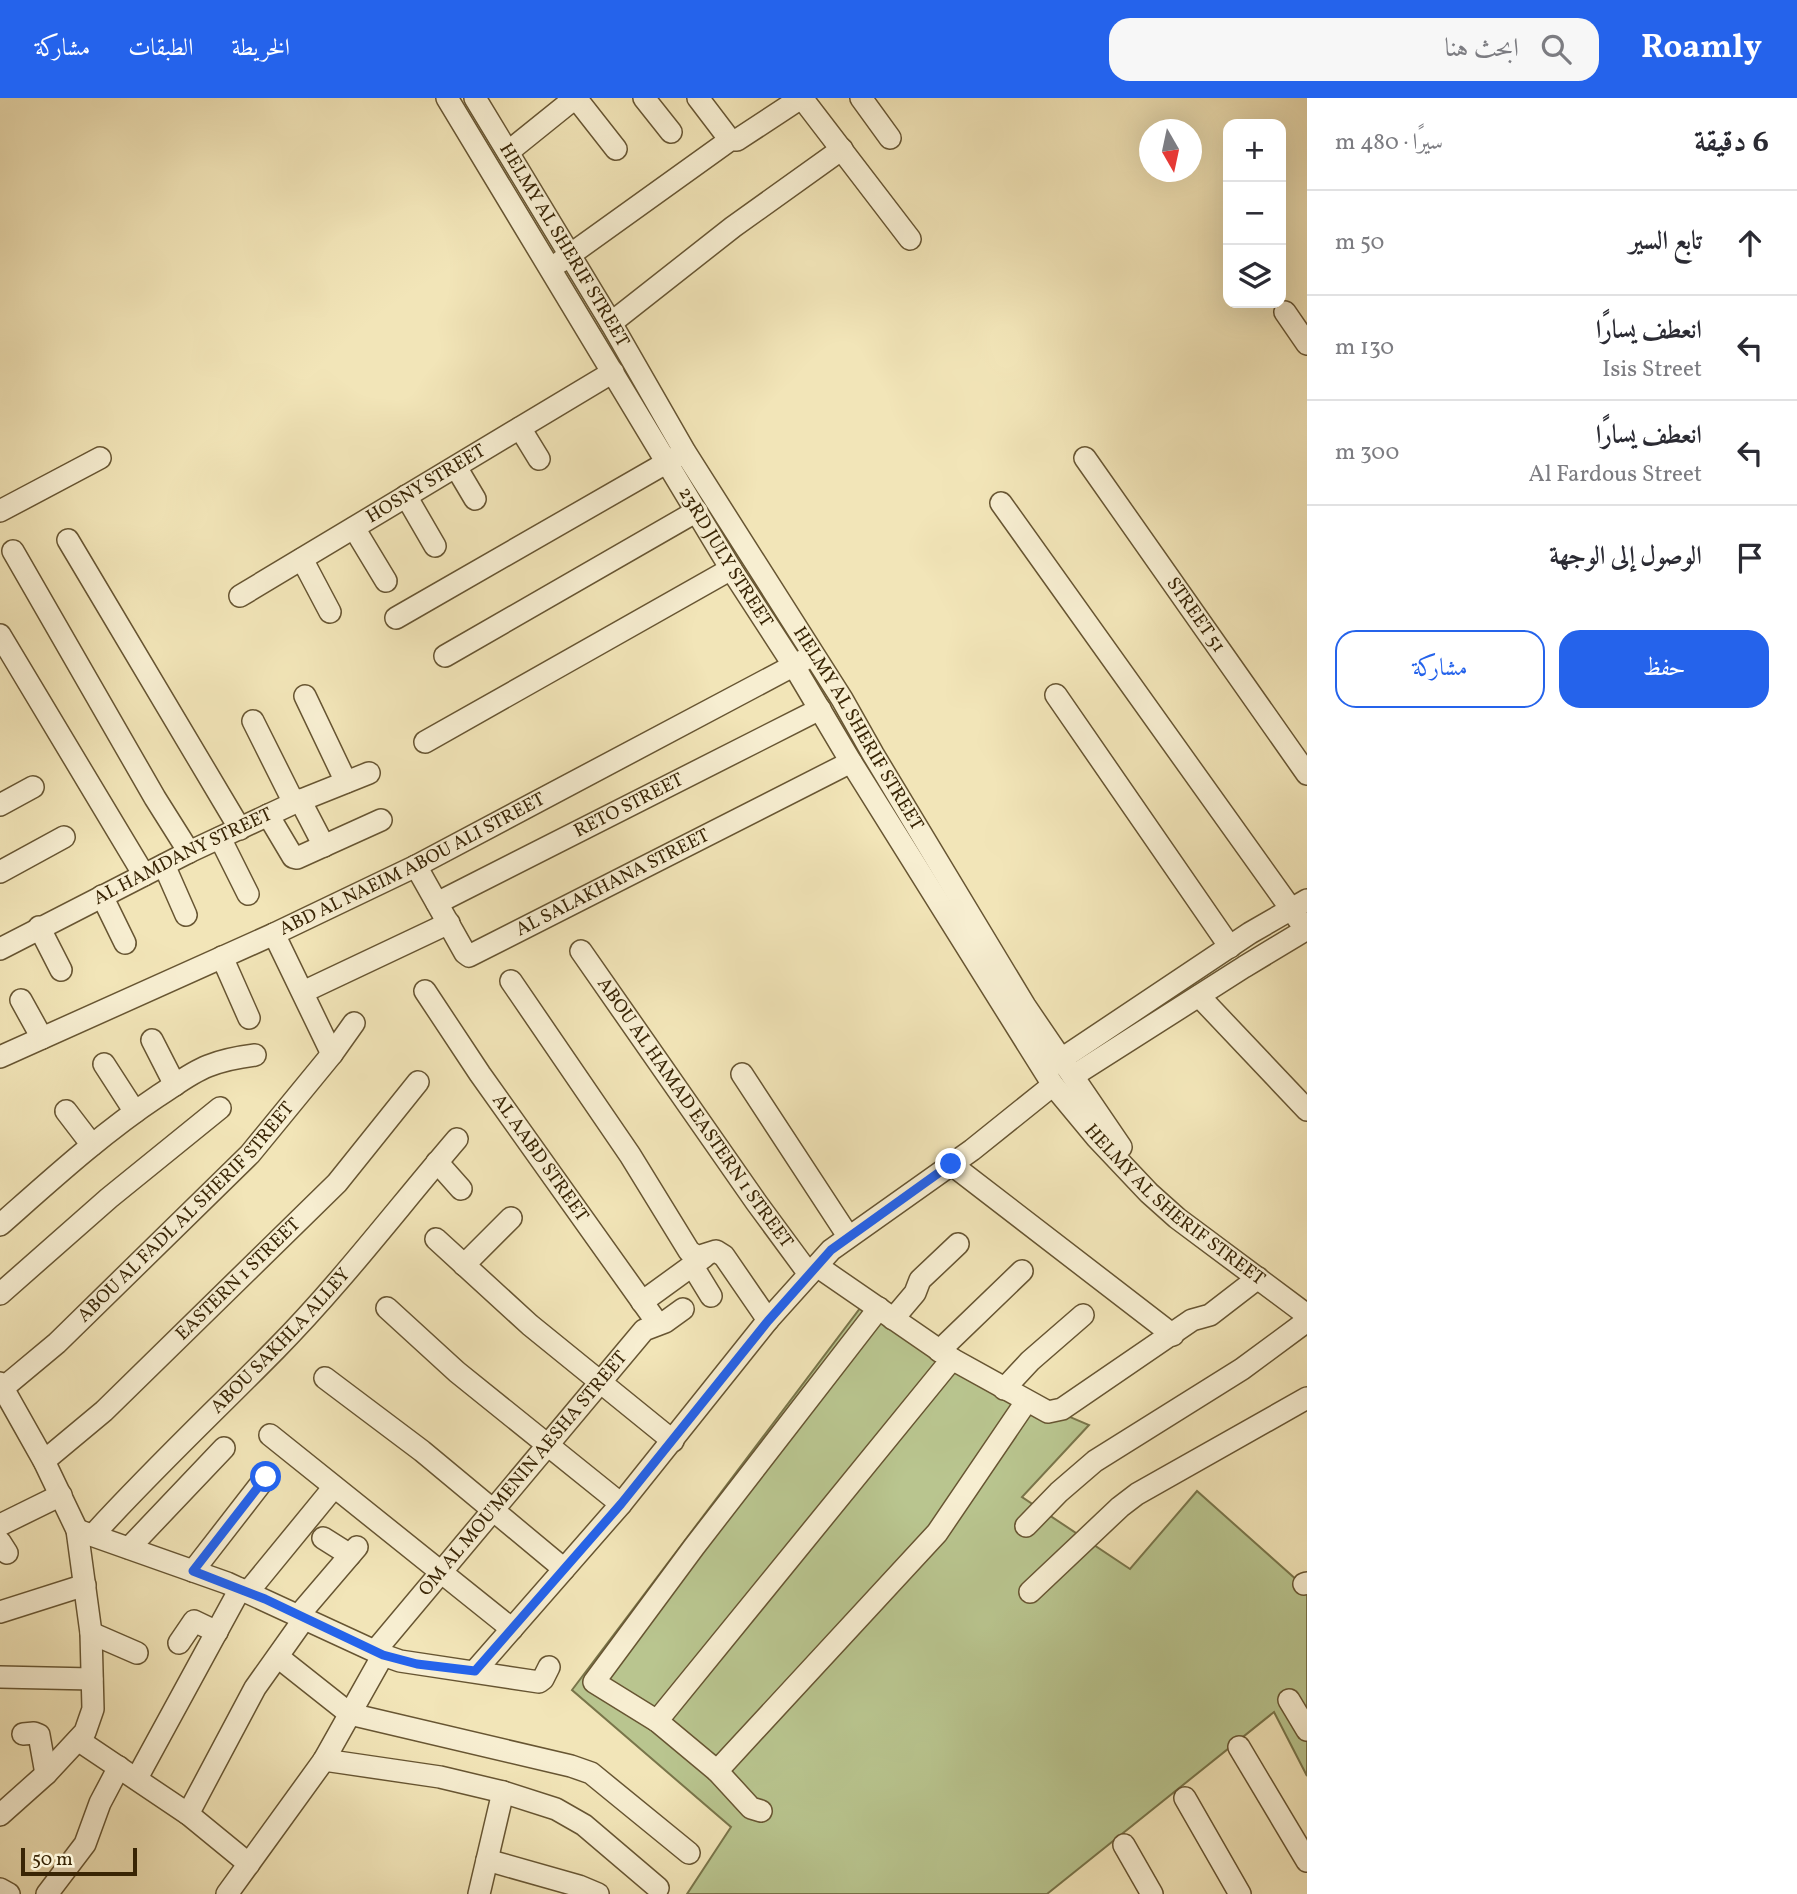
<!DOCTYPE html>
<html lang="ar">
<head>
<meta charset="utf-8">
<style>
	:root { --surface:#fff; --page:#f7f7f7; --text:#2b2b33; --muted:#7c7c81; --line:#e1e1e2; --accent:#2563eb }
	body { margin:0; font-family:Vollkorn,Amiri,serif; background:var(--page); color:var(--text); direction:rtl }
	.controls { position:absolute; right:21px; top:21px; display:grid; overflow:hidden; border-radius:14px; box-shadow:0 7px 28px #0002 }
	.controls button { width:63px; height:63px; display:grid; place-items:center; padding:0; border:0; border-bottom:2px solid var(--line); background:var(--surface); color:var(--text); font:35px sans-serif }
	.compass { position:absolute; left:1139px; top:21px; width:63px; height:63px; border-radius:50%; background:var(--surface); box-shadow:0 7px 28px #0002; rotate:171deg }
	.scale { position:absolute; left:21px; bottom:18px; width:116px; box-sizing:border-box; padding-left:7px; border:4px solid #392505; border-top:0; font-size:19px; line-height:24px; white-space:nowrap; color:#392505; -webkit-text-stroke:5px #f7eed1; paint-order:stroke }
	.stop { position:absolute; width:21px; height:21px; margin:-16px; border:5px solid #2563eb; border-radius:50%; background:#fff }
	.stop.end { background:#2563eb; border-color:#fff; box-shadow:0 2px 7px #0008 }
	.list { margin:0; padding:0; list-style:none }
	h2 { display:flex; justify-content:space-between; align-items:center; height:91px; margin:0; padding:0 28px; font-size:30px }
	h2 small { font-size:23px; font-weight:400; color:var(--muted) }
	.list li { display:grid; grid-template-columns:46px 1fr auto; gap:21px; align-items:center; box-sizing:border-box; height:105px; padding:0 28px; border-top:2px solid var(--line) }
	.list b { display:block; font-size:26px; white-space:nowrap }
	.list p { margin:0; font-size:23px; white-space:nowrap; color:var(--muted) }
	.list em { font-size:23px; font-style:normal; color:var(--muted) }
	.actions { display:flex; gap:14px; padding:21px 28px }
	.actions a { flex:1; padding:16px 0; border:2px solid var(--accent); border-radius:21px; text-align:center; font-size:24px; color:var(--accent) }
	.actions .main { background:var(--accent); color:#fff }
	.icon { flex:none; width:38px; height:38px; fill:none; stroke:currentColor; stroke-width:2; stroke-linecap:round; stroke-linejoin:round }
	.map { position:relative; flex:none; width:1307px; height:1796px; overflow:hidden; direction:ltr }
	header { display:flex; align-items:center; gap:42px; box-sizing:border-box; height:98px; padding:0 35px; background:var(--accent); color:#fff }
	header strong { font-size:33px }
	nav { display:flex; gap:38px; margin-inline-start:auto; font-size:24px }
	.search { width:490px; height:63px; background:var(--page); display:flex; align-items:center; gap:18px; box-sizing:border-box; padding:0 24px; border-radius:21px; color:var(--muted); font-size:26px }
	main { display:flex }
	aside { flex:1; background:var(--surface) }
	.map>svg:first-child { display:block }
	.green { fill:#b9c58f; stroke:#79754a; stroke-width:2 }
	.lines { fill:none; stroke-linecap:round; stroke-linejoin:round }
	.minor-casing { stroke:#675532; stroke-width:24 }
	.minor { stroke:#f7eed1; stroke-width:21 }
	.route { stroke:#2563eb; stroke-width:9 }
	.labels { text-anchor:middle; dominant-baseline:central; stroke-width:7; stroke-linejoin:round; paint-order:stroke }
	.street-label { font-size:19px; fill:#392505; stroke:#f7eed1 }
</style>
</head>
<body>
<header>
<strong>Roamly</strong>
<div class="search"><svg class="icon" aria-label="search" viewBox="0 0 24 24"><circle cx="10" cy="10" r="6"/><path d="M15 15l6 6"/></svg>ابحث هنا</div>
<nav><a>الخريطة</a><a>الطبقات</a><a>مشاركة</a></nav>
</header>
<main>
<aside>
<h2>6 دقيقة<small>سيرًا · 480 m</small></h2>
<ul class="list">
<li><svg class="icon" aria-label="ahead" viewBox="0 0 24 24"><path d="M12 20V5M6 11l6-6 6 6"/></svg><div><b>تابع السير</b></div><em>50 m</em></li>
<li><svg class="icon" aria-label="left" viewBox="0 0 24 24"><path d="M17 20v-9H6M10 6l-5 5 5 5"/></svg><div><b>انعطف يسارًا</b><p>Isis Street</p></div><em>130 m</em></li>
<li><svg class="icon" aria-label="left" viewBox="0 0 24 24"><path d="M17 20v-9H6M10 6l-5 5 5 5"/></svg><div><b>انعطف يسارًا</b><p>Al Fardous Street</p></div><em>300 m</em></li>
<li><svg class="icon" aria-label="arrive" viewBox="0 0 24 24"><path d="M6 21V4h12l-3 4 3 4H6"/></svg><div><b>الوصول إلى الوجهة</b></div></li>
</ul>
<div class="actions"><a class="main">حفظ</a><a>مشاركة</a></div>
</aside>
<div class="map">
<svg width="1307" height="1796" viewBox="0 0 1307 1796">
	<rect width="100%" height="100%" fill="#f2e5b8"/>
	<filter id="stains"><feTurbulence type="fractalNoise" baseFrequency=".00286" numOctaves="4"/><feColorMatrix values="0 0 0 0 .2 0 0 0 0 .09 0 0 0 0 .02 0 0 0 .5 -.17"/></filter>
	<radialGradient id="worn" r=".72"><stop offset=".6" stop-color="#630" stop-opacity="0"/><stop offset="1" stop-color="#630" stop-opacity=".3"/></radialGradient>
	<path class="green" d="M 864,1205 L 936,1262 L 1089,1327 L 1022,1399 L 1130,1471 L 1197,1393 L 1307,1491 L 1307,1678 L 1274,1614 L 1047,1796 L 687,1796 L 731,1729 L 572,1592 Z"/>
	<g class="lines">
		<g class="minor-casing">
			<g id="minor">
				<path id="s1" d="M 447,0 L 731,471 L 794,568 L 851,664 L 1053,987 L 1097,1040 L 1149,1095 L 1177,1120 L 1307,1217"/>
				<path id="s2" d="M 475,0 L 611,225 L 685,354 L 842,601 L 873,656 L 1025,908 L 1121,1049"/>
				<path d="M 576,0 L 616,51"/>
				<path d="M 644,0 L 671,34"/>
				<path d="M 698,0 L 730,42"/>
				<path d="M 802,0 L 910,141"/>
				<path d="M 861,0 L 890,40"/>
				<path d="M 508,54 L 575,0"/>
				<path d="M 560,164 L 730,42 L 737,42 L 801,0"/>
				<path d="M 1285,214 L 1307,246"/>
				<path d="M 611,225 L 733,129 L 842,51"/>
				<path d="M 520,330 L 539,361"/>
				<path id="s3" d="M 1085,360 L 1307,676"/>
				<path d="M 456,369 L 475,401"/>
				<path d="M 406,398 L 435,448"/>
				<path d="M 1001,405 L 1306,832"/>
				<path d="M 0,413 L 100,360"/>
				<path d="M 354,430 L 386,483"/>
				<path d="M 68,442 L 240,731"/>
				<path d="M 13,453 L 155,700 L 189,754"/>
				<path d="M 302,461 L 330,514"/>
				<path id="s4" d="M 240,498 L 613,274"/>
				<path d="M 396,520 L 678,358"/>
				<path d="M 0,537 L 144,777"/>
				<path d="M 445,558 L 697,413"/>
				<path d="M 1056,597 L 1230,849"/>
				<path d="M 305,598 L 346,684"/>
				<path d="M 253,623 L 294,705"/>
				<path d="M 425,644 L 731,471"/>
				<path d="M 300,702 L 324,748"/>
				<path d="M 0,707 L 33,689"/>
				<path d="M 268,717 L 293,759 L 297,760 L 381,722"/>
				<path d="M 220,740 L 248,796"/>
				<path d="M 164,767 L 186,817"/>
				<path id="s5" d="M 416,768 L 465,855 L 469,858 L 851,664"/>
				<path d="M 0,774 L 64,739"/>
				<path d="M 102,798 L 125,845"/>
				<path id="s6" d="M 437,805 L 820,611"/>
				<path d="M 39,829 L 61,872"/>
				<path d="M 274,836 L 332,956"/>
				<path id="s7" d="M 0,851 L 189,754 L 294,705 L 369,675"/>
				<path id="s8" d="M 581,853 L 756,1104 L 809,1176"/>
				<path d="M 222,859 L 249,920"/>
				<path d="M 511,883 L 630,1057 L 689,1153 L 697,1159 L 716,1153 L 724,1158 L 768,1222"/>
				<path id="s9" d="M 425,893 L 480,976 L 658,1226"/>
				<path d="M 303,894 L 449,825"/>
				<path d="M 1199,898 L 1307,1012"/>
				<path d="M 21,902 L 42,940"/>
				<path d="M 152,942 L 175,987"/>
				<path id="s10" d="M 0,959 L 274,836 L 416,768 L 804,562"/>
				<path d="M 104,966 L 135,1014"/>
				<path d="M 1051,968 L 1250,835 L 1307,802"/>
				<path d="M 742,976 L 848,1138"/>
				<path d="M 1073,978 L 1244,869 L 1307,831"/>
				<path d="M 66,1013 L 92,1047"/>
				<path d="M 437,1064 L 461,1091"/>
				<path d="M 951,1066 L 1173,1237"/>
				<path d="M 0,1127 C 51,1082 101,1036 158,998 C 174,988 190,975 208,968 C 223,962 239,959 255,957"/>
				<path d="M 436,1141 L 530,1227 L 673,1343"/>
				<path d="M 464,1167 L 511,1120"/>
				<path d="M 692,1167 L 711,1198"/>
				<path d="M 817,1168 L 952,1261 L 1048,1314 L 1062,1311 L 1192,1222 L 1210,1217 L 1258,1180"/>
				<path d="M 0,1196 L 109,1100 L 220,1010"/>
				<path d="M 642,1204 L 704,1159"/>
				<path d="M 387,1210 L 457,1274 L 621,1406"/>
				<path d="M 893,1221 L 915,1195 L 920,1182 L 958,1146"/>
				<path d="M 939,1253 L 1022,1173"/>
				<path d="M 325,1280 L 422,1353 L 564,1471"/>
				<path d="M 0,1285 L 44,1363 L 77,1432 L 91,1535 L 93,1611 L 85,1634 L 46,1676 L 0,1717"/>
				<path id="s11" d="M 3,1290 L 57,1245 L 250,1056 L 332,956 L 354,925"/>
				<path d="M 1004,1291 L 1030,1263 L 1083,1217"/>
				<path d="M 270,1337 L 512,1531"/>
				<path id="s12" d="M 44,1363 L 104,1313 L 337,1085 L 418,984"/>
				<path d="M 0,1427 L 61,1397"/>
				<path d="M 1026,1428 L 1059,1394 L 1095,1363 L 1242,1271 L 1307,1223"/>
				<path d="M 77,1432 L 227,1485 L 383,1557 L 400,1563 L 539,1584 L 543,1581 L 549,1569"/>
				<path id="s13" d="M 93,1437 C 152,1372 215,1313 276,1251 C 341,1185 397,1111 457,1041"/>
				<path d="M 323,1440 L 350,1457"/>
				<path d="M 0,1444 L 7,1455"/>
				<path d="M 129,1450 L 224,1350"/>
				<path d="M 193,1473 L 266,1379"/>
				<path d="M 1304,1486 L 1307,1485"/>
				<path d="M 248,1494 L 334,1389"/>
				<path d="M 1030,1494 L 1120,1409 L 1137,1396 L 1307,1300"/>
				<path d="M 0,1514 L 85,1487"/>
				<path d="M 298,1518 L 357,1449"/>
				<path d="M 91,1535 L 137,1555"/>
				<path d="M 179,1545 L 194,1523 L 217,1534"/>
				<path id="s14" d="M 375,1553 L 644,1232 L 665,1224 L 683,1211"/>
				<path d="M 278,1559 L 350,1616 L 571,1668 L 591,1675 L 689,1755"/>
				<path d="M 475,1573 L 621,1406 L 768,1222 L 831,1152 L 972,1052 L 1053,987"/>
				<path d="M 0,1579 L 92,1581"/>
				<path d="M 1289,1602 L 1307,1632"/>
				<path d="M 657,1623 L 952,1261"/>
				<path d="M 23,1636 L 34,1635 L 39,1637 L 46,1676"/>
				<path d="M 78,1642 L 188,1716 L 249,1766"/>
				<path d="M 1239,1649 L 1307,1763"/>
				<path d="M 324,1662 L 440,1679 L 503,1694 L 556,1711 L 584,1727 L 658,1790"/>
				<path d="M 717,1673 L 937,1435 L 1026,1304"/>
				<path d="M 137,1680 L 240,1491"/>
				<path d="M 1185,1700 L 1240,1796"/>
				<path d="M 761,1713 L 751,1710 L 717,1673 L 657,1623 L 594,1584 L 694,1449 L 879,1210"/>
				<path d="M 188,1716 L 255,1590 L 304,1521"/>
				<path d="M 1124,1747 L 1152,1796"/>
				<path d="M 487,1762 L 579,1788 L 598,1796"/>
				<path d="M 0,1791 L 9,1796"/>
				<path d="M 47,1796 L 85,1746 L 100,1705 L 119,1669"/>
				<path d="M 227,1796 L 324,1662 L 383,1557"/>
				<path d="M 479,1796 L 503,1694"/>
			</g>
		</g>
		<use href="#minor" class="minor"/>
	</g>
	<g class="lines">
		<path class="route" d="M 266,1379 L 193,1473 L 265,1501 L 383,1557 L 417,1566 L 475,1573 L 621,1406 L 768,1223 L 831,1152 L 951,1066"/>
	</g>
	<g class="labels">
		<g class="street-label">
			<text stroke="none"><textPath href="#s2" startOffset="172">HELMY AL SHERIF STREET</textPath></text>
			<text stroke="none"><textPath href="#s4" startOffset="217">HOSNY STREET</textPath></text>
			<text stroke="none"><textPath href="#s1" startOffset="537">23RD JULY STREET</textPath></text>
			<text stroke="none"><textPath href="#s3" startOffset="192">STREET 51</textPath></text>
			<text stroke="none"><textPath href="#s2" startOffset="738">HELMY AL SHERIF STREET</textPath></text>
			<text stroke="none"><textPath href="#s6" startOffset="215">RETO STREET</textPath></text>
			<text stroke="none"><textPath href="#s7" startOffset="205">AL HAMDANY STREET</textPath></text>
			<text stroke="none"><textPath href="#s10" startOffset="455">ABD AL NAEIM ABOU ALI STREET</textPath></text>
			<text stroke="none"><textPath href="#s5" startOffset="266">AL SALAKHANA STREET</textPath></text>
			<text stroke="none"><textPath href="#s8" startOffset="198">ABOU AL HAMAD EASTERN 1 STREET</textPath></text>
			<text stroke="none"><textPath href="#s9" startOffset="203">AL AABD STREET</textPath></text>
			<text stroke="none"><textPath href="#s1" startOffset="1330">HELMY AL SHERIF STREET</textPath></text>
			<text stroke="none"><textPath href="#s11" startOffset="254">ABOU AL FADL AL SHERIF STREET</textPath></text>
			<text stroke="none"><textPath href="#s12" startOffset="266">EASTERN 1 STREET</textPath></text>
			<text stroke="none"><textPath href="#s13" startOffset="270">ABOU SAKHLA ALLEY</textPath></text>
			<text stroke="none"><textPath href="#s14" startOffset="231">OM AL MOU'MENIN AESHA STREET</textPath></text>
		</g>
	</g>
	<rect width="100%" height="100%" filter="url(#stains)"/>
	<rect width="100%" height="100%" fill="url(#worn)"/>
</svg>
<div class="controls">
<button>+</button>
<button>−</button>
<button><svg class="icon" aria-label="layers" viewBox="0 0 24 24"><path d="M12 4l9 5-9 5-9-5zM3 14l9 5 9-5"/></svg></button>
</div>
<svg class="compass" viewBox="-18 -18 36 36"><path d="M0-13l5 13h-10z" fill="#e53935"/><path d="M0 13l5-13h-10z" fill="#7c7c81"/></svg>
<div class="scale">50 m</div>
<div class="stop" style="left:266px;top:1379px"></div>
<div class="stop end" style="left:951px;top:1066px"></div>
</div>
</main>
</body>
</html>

TASK GOAL -
Your answer should be the lines of the material above that include "block".

YOUR RESPONSE -
	.list b { display:block; font-size:26px; white-space:nowrap }
	.map>svg:first-child { display:block }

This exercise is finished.